Jerry Hanauer coordinates the global business from Seattle headquarters near the Kingdome. Five family members, including three of his sons, are involved today, and the company employs up to 800 workers, depending on the season.
"We're the dominant factor in the high-end down comforters and pillows in the United States," said Hanauer. Retailers sell the pillows for $20 to $130 and comforters at $100 to $500, although the company's top-end products include $1,500 comforters.
Pacific Coast Feather orchestrated long-term growth by focusing on core down and feather products and eliminating peripheral and
low-end textiles in the '80s, Hanauer said.
The market has boomed as stay-at-home Americans spend more on home comforts. Consumers are coming to view down bedding as mainstream, not luxury items, marketers say. Pacific Coast Feather's fastest-growing segment is down comforters in the $300-to-$400 range.
A marketing and merchandising makeover also is propelling the company's sales. It consolidated products under the Pacific Coast Feather brand, implemented national television advertising, redesigned packaging and boosted its consumer-education program. Marketing Vice President Raymond Dornbusch, who joined the company two years ago, was key to the strategy.
Pacific Coast Feather continues to build production capacity, with seven manufacturing plants in Toronto, Los Angeles, Iowa, Pennsylvania and Washington. Hanauer plans to open a Tennessee pillow-manufacturing plant later this year.
The company supplies its plants with "the finest down anywhere in the world," bought in Asia and Europe from poultry processors, Dornbusch said. Raw goose and duck feathers are shipped to the company's Marysville plant, which operates 24 hours a day and processes about 4,000 metric tons of feathers each year.
The down and feathers are washed eight times and filtered 15 times to remove dirt, dust and allergens. That produces Pacific Coast Feather's trademarked Hyperclean down, which it guarantees to be hypoallergenic.
Pacific Coast Feather's down ends up in a range of products, including jackets and vests sold by Eddie Bauer and Land's End.
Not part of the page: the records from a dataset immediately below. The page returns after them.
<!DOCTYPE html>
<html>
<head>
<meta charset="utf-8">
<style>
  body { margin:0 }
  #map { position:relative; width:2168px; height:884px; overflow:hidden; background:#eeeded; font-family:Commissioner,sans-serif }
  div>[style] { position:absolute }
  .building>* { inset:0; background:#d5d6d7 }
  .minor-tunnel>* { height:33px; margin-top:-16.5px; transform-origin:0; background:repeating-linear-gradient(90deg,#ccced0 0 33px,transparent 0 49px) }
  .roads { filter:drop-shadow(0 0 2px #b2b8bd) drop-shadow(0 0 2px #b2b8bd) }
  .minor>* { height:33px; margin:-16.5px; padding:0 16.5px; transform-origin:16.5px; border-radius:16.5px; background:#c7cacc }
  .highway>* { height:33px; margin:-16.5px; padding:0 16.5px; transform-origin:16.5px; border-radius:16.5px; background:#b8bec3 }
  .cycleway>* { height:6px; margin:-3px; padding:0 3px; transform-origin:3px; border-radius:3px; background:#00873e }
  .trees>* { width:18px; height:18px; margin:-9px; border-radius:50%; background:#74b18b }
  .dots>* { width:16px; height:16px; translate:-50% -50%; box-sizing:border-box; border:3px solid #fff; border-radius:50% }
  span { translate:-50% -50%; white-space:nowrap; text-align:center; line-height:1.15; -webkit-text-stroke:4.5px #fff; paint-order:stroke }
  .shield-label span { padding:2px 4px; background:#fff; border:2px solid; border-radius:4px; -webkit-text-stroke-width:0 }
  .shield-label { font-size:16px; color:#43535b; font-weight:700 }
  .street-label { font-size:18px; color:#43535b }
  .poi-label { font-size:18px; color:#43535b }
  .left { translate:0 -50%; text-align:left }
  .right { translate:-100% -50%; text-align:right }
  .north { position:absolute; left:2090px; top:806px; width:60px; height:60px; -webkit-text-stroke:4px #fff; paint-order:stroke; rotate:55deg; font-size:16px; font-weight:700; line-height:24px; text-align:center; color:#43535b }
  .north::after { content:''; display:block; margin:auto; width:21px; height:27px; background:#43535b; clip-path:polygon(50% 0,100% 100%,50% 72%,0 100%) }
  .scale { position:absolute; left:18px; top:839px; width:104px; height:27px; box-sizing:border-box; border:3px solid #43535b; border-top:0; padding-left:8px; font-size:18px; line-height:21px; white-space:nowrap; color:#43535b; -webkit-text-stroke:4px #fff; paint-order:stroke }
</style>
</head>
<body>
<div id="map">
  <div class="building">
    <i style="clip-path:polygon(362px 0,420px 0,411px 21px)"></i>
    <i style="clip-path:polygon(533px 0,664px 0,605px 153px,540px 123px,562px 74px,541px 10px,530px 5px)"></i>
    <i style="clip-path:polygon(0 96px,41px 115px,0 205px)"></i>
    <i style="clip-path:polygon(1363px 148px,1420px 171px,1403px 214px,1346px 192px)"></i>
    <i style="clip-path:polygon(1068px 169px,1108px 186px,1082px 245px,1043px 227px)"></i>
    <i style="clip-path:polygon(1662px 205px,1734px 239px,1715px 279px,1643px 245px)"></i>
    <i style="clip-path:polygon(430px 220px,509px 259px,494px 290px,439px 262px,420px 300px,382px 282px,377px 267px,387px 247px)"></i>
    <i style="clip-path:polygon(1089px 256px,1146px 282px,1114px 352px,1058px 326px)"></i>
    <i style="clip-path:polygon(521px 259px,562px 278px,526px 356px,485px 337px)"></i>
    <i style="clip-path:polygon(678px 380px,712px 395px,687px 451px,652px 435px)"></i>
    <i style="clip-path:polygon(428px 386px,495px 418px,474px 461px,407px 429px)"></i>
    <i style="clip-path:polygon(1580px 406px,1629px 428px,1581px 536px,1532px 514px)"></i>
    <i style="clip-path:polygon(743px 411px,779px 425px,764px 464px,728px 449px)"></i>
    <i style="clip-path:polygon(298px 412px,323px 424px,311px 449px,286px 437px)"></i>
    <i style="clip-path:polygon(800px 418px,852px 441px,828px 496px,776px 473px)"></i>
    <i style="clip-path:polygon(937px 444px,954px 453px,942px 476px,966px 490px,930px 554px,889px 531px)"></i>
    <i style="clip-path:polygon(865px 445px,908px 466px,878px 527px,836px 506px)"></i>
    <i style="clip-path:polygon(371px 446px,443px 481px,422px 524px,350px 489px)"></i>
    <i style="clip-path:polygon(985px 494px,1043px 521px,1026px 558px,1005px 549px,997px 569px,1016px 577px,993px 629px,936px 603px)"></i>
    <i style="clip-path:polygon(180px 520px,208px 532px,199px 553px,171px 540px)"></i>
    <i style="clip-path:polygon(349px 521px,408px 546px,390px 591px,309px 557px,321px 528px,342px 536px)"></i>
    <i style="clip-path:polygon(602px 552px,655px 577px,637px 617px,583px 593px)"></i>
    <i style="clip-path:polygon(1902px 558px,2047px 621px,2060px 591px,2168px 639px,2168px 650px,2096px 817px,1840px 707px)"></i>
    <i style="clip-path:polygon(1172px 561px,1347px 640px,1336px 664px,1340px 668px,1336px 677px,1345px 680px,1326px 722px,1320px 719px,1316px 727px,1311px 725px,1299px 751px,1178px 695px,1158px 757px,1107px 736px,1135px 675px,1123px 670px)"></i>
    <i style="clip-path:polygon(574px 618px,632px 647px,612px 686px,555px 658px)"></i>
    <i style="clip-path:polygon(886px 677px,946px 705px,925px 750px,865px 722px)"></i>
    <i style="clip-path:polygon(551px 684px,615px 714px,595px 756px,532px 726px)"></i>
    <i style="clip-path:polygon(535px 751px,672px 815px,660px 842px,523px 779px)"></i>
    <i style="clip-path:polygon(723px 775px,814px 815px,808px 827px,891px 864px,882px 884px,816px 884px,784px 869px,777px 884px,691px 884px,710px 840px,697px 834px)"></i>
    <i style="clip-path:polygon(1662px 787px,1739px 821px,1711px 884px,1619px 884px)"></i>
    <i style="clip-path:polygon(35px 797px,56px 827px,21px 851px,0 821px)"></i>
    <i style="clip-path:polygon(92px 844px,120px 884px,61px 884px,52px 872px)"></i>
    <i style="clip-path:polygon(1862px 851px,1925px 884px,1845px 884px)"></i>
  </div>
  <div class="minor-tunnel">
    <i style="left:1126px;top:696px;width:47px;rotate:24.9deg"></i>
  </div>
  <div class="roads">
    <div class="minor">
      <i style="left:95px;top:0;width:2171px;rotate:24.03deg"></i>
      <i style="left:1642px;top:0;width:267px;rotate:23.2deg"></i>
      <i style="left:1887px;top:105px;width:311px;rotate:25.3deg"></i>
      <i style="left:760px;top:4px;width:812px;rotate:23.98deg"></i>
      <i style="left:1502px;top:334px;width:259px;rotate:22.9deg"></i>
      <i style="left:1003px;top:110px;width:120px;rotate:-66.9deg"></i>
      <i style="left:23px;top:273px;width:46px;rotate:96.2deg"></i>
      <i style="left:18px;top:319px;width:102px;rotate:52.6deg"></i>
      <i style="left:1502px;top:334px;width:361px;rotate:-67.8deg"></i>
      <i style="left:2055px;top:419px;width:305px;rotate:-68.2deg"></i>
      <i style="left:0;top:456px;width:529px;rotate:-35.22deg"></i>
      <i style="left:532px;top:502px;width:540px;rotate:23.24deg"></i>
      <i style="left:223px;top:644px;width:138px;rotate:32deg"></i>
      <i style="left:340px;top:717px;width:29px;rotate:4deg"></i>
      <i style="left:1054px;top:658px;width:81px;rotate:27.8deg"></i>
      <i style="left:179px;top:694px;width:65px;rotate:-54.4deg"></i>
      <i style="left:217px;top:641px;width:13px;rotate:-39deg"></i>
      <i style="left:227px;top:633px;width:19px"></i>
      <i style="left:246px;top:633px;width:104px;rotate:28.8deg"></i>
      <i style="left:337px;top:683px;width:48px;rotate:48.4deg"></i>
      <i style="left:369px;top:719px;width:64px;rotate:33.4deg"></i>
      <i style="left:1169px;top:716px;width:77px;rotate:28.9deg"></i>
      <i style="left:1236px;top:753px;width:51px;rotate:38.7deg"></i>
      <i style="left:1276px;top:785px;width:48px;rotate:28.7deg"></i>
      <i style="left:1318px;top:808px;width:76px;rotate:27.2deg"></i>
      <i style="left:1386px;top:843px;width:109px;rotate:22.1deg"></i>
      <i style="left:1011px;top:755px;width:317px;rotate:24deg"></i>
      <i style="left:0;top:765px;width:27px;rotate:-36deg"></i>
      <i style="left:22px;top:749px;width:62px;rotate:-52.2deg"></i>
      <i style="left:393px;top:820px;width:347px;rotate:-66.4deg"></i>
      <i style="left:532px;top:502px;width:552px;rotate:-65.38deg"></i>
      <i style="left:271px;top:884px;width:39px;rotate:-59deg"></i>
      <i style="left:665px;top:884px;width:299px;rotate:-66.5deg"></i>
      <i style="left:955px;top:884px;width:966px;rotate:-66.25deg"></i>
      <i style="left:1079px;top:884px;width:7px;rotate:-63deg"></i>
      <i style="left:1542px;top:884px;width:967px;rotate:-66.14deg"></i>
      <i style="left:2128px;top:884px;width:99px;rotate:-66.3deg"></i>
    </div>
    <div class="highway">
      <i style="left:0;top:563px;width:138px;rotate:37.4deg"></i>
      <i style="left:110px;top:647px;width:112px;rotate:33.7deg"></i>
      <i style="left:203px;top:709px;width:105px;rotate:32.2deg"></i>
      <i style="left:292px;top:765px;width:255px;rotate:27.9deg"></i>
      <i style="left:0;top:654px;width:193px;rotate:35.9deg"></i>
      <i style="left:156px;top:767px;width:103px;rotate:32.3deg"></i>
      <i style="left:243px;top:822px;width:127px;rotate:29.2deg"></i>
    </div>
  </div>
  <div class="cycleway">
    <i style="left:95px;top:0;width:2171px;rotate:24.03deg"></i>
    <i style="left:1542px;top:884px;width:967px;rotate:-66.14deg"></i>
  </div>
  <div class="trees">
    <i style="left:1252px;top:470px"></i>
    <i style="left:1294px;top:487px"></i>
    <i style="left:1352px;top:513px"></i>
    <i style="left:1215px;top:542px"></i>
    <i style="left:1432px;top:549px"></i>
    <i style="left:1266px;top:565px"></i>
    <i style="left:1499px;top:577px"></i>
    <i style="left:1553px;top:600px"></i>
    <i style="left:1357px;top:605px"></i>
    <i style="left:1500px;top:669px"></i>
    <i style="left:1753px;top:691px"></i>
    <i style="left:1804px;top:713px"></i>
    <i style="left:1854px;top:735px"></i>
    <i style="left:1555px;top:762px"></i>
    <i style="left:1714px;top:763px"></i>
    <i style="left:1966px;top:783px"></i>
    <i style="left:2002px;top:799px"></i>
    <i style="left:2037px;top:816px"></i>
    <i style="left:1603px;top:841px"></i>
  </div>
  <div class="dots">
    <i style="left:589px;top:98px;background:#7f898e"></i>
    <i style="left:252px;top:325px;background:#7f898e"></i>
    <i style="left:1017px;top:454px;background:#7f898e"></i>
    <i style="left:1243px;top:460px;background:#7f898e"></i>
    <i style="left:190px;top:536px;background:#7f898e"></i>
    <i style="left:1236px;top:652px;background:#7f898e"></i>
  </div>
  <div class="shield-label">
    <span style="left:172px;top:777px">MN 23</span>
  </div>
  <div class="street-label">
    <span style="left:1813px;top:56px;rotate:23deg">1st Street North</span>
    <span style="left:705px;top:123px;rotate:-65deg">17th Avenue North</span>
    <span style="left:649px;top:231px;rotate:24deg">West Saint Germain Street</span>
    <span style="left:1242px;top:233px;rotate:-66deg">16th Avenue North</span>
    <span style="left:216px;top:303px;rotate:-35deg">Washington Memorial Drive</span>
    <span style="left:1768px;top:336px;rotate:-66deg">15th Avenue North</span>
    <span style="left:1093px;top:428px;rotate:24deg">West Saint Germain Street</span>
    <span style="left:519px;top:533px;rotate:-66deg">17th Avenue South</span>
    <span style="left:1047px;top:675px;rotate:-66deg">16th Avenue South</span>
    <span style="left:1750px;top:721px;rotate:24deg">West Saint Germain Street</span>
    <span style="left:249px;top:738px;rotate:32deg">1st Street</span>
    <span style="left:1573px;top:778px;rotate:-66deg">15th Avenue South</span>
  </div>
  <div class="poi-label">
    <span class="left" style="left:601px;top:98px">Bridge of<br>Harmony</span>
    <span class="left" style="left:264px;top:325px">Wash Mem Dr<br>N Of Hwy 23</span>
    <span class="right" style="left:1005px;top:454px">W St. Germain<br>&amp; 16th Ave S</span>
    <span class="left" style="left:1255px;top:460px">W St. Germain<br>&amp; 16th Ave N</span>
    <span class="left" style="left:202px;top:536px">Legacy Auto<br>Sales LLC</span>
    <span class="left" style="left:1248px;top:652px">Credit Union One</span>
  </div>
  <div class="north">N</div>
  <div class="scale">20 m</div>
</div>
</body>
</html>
In the Northwest market, Pacific Coast Feather expects to benefit from expansion of giant home-products retail chains, such as Bed, Bath & Beyond and Linens 'n Things. The company also is testing Pacific Coast Feather specialty shops within retail stores such as J.C. Penney. In addition to comforters, featherbeds and accessories, customers will find pillow "testing sites" where they can sink their heads right into the soft down.